Task details: From the first record to the last, write out each one exactly.

Source records:
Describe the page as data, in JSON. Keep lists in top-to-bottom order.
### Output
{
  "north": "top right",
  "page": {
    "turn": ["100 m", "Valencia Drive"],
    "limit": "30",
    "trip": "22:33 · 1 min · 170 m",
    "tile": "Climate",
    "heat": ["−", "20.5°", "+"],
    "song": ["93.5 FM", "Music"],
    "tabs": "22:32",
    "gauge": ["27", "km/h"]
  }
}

Reply to the exercise:
Describe the page as data, in JSON. Keep lists in top-to-bottom order.
### Output
{
  "north": "top right",
  "page": {
    "turn": ["100 m", "Valencia Drive"],
    "limit": "30",
    "trip": "22:33 · 1 min · 170 m",
    "tile": "Climate",
    "heat": ["−", "20.5°", "+"],
    "song": ["93.5 FM", "Music"],
    "tabs": "22:32",
    "gauge": ["27", "km/h"]
  }
}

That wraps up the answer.